3−36:今日の探索はこれにて終了……あれ、そういえば何か忘れてるような?
「……ああ、本当にもったいなかったな」
ブツブツとそう呟きながら、階段を下りて第5層に戻る。亀岡ダンジョンではない、日本のどこかにあるダンジョンの第4層で探索者を助け、良い事をして気分は良いのだが……それとこれとは話が別だ。
「ラッキーバタフライ、せっかく見つけてたのにな……」
未だに、俺はラッキーバタフライと戦えなかったことを未練がましく引きずっていた。これが亀岡ダンジョン第4層で起きていたら、どれだけよかったことか……。
そんな益体もないことを考えること、既に10回以上。幸いにもモンスターとは遭遇しないまま、さっきファイアブレスで道を開いていた場所あたりまで移動した……つもりだったのだが。
「……ん? あれ、道が無い?」
そこに道は無く、あるのは背の高い藪だけ。炎で切り開いたはずの道は、もう高い藪に覆い尽くされてしまっていた。
一面の草壁が風に揺られ、ザワザワとざわめいている。
「おいおい、またファイアブレスで道を開く所からスタートか」
愚痴が思わず口を衝いて出てしまったが……しかし、道が塞がるのも仕方ない部分はあるだろう。道がいつまでも残ったままでは、別ダンジョンとの行き来が簡単にできてしまうのだから。さすがにそれは許さない、というダンジョンからの意思表示なのかもしれない。

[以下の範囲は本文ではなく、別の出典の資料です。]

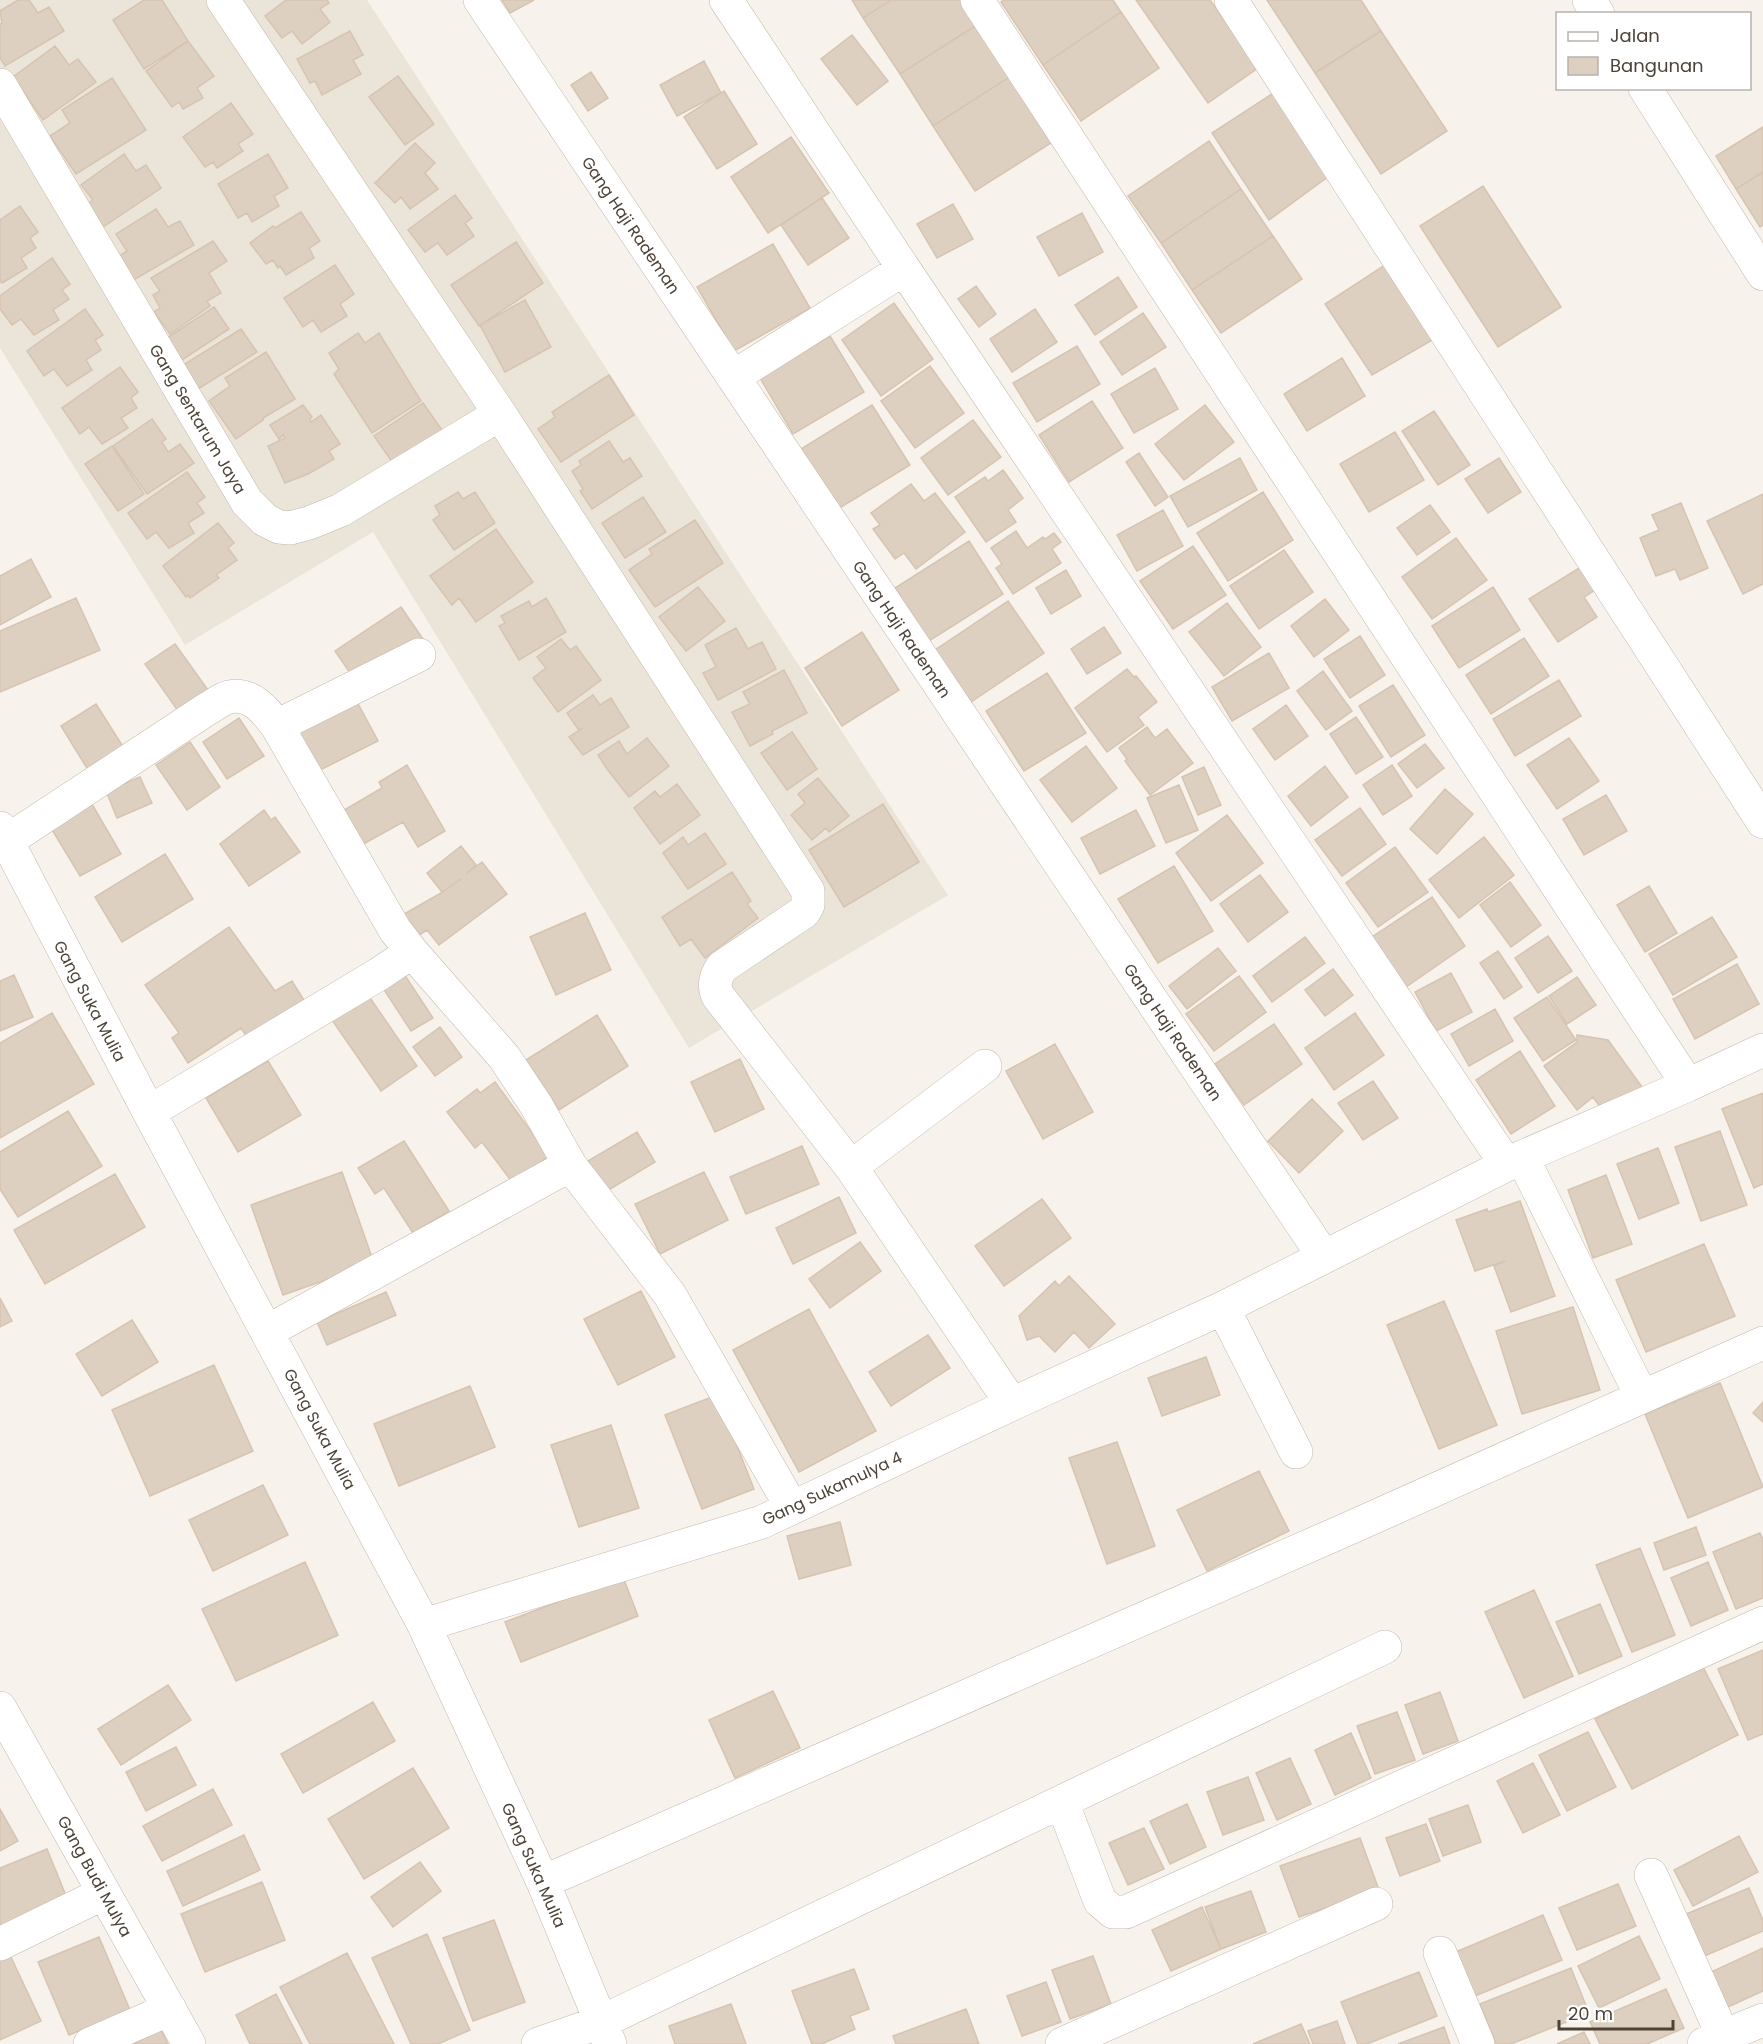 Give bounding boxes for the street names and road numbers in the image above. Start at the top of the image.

この場を離れていたのは、大体30分くらいだろうか。ダンジョンの草木とは、相当な繁茂力を持っているようだ。
「………」
時刻が気になってスマホを見ると、午後3時まであと2分くらいだった。ここから亀岡ダンジョン第5層の領域まで移動するのに、おおよそ1時間弱。更に地上へ戻るのに、もう1時間弱かかると見積もれば……午後5時くらいにはダンジョンゲートに到着できそうか。
ただ、今日はかなり歩き詰めだったせいか、体力面での疲れも少し出てきた。都度ヒールで回復したつもりが、あれは栄養ドリンクみたいなものだったか……疲れを消し去るのではなく、一時的に持ち越してただけっぽい。
亀岡ダンジョン側の第4層に行く前に、少し休憩を取ってもいいかもしれないな。
「【ファイアブレスⅡ】」
――ゴォォォォォ!!
スマホをしまい、藪に向けて炎を吐く。俺の地図魔法に、自身の位置や向いている方向を示すような機能はさすがに無いが……大岩の開口部の向きと道が延びている方向を併せて考えれば、帰りの方角はおおよそ特定できる。多少のズレはあるかもしれないが、1時間進んで見つからなかったらまた考えよう。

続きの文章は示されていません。